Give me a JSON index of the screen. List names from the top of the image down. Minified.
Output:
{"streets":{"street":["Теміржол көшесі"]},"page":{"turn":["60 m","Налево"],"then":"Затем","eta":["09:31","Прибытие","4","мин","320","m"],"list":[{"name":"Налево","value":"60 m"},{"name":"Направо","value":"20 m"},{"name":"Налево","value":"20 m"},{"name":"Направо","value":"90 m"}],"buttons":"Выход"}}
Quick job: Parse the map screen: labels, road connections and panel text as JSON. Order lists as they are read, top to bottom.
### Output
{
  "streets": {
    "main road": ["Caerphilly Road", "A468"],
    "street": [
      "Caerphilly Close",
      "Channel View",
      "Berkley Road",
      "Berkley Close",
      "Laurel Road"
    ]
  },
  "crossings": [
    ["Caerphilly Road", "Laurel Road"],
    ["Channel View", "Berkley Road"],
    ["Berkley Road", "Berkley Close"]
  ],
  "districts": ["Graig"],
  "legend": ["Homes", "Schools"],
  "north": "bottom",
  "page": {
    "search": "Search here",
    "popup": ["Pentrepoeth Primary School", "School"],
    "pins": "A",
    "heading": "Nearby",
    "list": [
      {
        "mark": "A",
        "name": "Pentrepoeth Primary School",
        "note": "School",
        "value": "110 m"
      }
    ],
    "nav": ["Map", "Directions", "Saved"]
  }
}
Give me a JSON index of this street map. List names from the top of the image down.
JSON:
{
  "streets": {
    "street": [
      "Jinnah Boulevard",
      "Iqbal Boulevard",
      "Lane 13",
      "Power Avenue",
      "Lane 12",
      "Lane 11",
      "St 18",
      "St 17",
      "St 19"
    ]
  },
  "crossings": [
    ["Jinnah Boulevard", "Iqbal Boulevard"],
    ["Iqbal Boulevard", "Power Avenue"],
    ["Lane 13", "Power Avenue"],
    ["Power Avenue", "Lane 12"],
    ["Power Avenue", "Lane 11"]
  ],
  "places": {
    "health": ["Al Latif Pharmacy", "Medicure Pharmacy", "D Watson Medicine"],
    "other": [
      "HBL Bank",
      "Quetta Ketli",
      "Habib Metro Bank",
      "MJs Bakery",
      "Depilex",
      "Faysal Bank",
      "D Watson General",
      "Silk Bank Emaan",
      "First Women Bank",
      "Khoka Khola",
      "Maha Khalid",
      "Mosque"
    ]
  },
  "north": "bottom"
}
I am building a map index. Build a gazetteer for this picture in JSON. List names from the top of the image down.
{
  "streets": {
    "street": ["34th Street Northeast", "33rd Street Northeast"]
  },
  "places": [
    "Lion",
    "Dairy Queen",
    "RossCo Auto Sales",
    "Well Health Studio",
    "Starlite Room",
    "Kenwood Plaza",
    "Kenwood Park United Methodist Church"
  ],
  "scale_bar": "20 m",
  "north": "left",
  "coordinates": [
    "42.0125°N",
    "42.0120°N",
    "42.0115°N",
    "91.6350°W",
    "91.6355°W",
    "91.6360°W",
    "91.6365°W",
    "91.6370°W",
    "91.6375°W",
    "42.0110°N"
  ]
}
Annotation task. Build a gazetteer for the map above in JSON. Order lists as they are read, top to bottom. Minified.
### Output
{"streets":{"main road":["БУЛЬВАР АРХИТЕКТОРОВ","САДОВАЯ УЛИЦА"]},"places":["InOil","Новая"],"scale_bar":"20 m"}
• • • •
◆ REQUIREMENT:
Beginning with the very first line of the records above, please retype each line through the one that has "Quick job: Parse", and add nothing.

◆ RESPONSE TO THIS EXERCISE:
Give me a JSON index of the screen. List names from the top of the image down. Minified.
Output:
{"streets":{"street":["Теміржол көшесі"]},"page":{"turn":["60 m","Налево"],"then":"Затем","eta":["09:31","Прибытие","4","мин","320","m"],"list":[{"name":"Налево","value":"60 m"},{"name":"Направо","value":"20 m"},{"name":"Налево","value":"20 m"},{"name":"Направо","value":"90 m"}],"buttons":"Выход"}}
Quick job: Parse the map screen: labels, road connections and panel text as JSON. Order lists as they are read, top to bottom.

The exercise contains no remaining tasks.